About the play Sherlock Holmes at Nixon & Zimmerman's Academy of Music in Baltimore, MD (USA).
Article

Academy of Music.
When William Gillette opens his season in Baltimore in his latest and greatest success, "Sherlock Holmes," at the Academy of Music, Monday, November 12th patrons will be able to see and understand the reason why the celebrated drama enjoyed such a protracted run to capacity audiences at the Garrick Theatre, London. For thirty-six consecutive weeks last season Mr. Gillette appeared in the play to standing room only at each performance and when the theatre was closed on account of hot weather there was no decrease in the attendance. It is conceded that in this, his latest venture, Mr. Gillette has reached the highest point of art both as a dramatist and an actor and the engagement in Baltimore which is for one week with a Saturday matinee only, will beyond a doubt be one of the events of the present season. The story chosen by Mr. Gillette is strongly dramatic and designed to give one a complete idea of Dr. A. Conan Doyle's series in the course of an evening's performance. Dr. Doyle's book will be immediately recognized, but there will be the added delight of enjoying all that is best in the famous detective stories at a glance, as it were, and of becoming acquainted in the flesh and blood with the various characters so familiar to all readers of contemporaneous fiction, while the meeting with Sherlock Holmes in the person of William Gillette will be a surprise in realism for it is admitted that no book hero has ever been so completely and fascinatingly realized as the great detective of fiction in Mr. Gillette's incarnation of him. He is all that the fancy has painted and a little more too.
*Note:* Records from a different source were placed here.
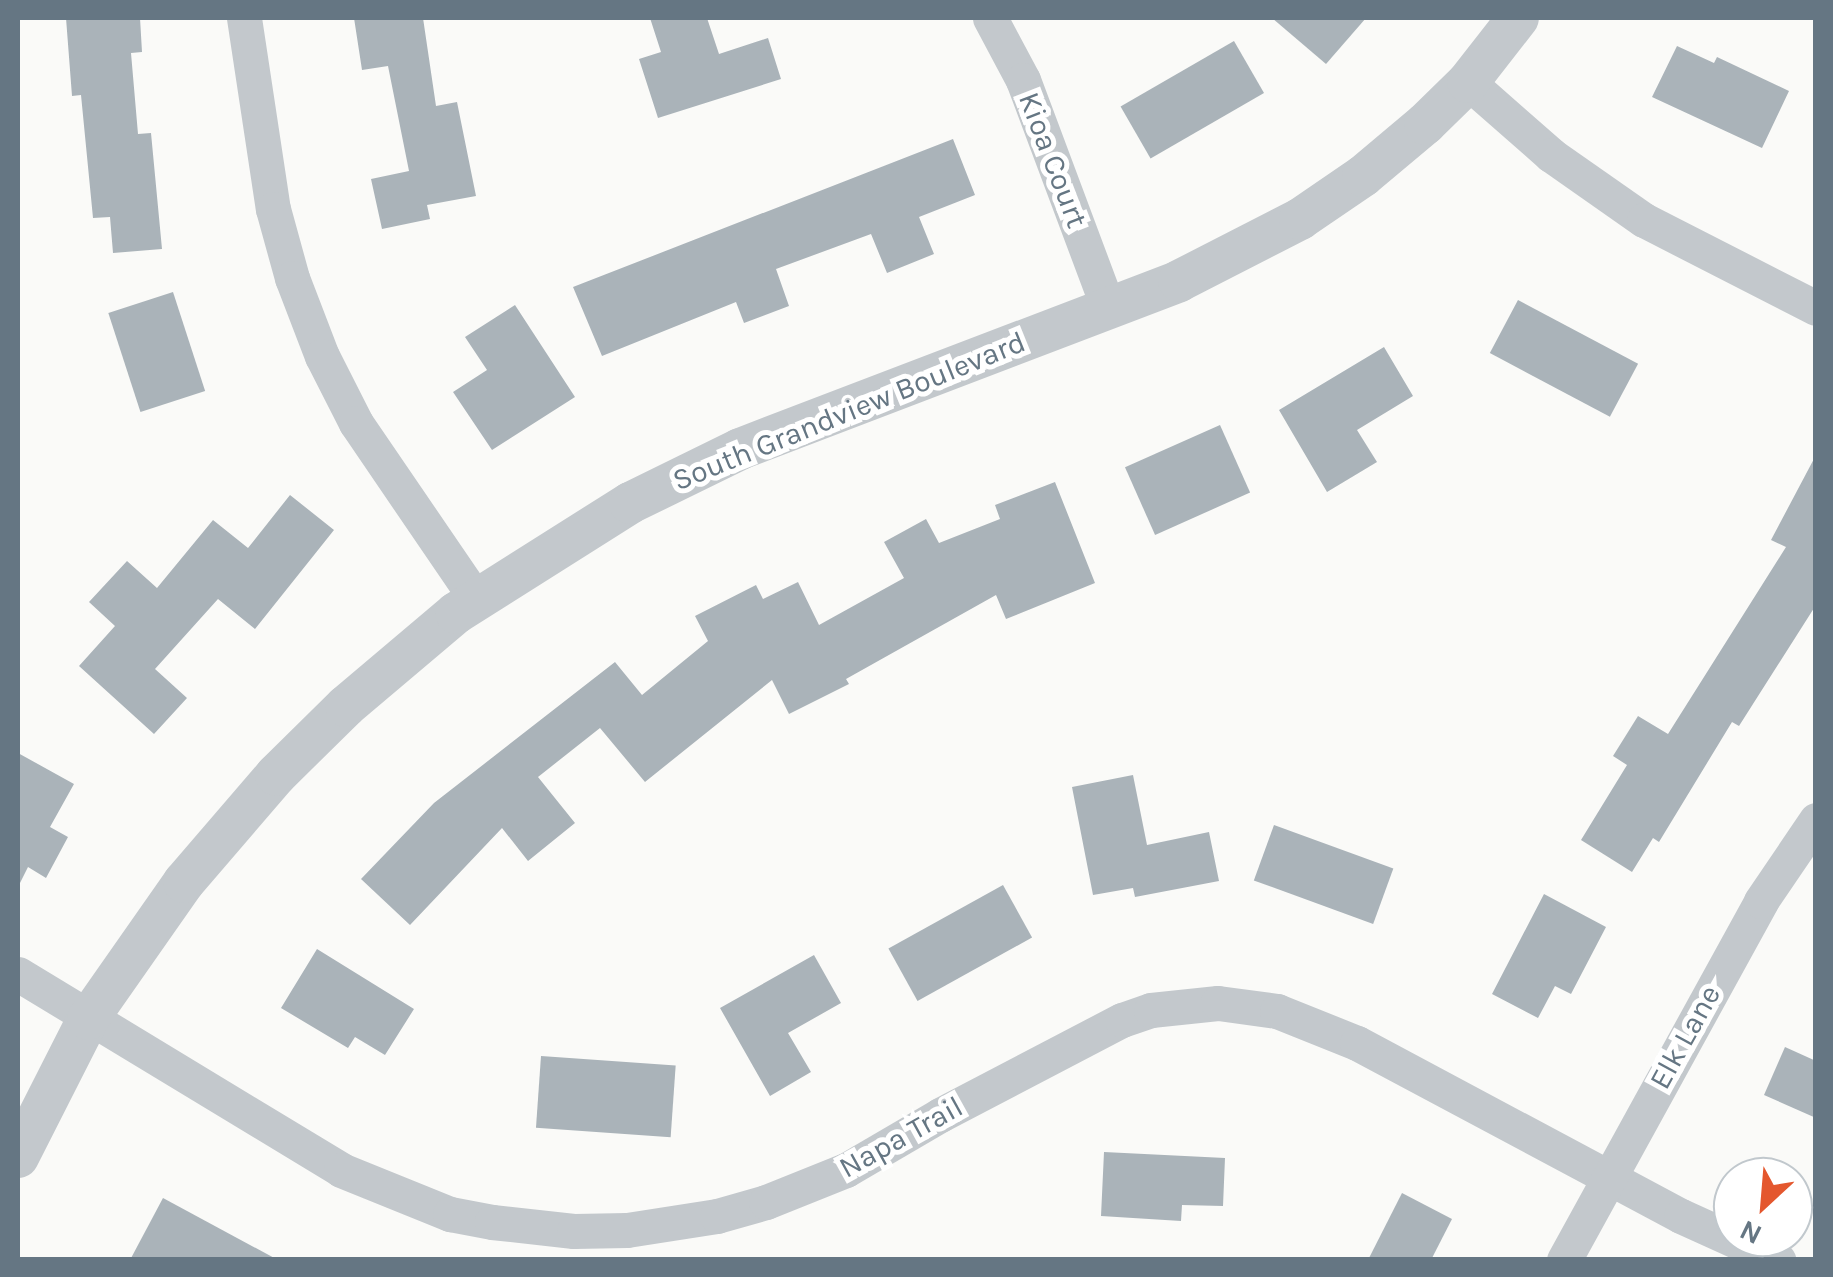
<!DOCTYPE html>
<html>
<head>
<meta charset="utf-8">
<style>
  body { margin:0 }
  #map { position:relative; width:1833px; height:1277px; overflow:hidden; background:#fafaf8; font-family:Karla,sans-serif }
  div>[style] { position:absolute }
  .building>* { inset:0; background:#aab3b9; transform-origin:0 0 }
  .minor>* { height:35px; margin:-17.5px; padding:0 17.5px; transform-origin:17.5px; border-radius:17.5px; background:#c3c8cc }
  .tertiary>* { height:42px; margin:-21px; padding:0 21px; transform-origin:21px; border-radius:21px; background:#c3c8cc }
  span { translate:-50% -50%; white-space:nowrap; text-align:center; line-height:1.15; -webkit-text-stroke:10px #fff; paint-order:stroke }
  .street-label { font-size:30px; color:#657683 }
  .frame { position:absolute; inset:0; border:20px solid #657683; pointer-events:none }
  .north { position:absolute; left:1713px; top:1157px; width:100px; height:100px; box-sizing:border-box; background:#fff; border:2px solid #c1c8cd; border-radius:50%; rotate:206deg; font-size:28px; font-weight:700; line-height:40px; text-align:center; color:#657683 }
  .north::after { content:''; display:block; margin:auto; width:35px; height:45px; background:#e4572e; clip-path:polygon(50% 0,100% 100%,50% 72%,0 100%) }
</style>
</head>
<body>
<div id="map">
  <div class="building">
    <i style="clip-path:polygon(66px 18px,140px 18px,142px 52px,131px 53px,138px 134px,151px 133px,162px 249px,113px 253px,110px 217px,93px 218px,81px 95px,72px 96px)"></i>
    <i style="clip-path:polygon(354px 18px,423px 18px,436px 106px,457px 102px,476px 196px,427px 205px,430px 219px,382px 229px,371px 179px,409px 171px,388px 66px,362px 70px)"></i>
    <i style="clip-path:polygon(650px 18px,707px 18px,719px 54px,768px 38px,781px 79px,658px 118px,639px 59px,661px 52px)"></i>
    <i style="clip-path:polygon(1272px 18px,1366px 18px,1326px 64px)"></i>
    <i style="left:1234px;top:41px;width:60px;height:131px;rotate:60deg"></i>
    <i style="clip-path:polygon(1677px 46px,1714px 63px,1717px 57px,1789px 91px,1762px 148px,1652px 97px)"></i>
    <i style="clip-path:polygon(953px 139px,975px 195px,919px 217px,934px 254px,887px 273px,871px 234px,776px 269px,789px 306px,744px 323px,736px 302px,602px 356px,573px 287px)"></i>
    <i style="left:173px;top:292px;width:104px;height:68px;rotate:72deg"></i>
    <i style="left:1518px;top:300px;width:136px;height:60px;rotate:28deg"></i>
    <i style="clip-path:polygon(515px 305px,575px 397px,492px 450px,453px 392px,487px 370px,465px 337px)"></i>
    <i style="clip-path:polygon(1384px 347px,1413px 396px,1357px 430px,1377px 462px,1327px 492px,1279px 410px)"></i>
    <i style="left:1220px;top:425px;width:74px;height:104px;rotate:66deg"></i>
    <i style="clip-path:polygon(1816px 455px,1816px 605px,1739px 726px,1732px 722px,1659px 842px,1653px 838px,1632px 872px,1581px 840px,1627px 765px,1613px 756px,1638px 716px,1668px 734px,1786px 547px,1771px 540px)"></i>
    <i style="clip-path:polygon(1055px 482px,1095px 583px,1006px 619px,996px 595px,846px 679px,849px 684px,789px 714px,772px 680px,645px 782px,600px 728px,538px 777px,575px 823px,528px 861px,502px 828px,410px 925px,361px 879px,434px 803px,615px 662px,642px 695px,708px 641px,695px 616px,756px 585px,763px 599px,798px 582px,819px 625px,904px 578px,884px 542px,926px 519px,939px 543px,1000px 519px,995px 505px)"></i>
    <i style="clip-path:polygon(290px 495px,334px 530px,255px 629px,218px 599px,155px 669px,187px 698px,154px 734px,79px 666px,115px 626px,89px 602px,127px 561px,157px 588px,213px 520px,248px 548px)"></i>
    <i style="clip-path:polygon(18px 753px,74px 784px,50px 827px,68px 837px,46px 878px,28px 867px,18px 887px)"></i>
    <i style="clip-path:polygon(1133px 775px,1147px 845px,1209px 832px,1219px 881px,1135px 897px,1133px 888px,1093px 895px,1072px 787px)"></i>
    <i style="left:1274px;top:825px;width:127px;height:59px;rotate:20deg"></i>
    <i style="left:1003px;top:885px;width:60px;height:131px;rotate:61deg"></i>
    <i style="clip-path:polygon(1544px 894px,1606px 927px,1571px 994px,1555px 986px,1538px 1018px,1492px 994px)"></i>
    <i style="clip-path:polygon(317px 949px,414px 1009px,385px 1055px,355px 1037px,348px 1048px,281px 1008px)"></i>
    <i style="clip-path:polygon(814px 955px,841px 1003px,788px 1033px,811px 1072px,770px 1096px,720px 1008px)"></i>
    <i style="clip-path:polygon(1785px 1047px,1816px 1061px,1816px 1118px,1764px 1095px)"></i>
    <i style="left:541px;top:1056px;width:135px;height:72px;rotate:4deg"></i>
    <i style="clip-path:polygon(1104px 1152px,1225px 1158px,1223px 1206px,1182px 1205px,1181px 1221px,1101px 1216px)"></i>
    <i style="clip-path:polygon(1402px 1193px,1452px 1219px,1431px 1260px,1368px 1260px)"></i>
    <i style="clip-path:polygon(163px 1198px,278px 1260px,130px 1260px)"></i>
  </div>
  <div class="minor">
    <i style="left:244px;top:18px;width:193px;rotate:81.4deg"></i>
    <i style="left:273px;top:209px;width:72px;rotate:74.6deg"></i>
    <i style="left:292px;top:278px;width:84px;rotate:69deg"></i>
    <i style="left:322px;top:356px;width:75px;rotate:63.1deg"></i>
    <i style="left:356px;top:423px;width:213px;rotate:55.7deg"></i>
    <i style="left:990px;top:18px;width:70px;rotate:62deg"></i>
    <i style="left:1023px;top:80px;width:242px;rotate:69.5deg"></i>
    <i style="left:1468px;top:82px;width:111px;rotate:41.3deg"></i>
    <i style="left:1551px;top:155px;width:113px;rotate:35deg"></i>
    <i style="left:1644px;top:220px;width:193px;rotate:27.1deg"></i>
    <i style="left:18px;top:974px;width:378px;rotate:31.2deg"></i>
    <i style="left:341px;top:1170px;width:118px;rotate:22deg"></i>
    <i style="left:450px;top:1214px;width:43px;rotate:10.8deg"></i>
    <i style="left:492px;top:1222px;width:82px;rotate:6.3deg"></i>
    <i style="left:574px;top:1231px;width:53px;rotate:-1.1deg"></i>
    <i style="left:627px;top:1230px;width:91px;rotate:-8.8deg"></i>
    <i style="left:717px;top:1216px;width:51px;rotate:-15.9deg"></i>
    <i style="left:766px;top:1202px;width:86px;rotate:-21.8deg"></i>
    <i style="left:846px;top:1170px;width:109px;rotate:-30.3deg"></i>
    <i style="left:940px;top:1115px;width:205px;rotate:-27.6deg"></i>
    <i style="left:1122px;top:1020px;width:31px;rotate:-19deg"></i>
    <i style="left:1151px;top:1010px;width:67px;rotate:-6deg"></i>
    <i style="left:1218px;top:1003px;width:60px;rotate:7.7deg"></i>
    <i style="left:1277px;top:1011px;width:86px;rotate:21.8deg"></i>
    <i style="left:1357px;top:1043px;width:367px;rotate:28.1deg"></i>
    <i style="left:1681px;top:1216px;width:107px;rotate:24.4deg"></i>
    <i style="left:1564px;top:1260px;width:409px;rotate:-61.2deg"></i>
    <i style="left:1761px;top:901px;width:98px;rotate:-55.8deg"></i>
  </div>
  <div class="tertiary">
    <i style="left:18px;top:1157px;width:155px;rotate:-63.1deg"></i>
    <i style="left:88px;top:1019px;width:167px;rotate:-55deg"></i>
    <i style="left:184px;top:882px;width:141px;rotate:-49.3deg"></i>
    <i style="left:276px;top:775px;width:98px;rotate:-44.6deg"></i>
    <i style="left:346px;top:706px;width:144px;rotate:-40.2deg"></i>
    <i style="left:456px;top:613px;width:206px;rotate:-32.3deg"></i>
    <i style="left:630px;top:503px;width:123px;rotate:-26.1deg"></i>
    <i style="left:740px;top:449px;width:470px;rotate:-20.9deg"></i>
    <i style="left:1179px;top:281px;width:136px;rotate:-27.1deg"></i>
    <i style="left:1300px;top:219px;width:76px;rotate:-34.3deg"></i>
    <i style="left:1363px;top:176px;width:81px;rotate:-40deg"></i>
    <i style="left:1425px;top:124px;width:60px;rotate:-44.3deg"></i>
    <i style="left:1468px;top:82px;width:81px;rotate:-52deg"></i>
  </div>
  <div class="street-label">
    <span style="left:1053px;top:160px;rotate:69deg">Kioa Court</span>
    <span style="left:849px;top:411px;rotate:-22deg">South Grandview Boulevard</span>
    <span style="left:1685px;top:1037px;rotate:-61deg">Elk Lane</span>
    <span style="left:901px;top:1137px;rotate:-29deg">Napa Trail</span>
  </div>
  <div class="frame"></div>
  <div class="north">N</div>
</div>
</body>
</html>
In voice, manner appearance and mental processes, the actor's "Sherlock Holmes" is declared to meet every requirement of the book, and fill the eye with pleasant as well as poetic satisfaction. The canvas like clearness of the whole thing, its dramatic intensity and romantic charm, makes it intensely satisfactory to the audience and has made it one of the most popular plays of recent times.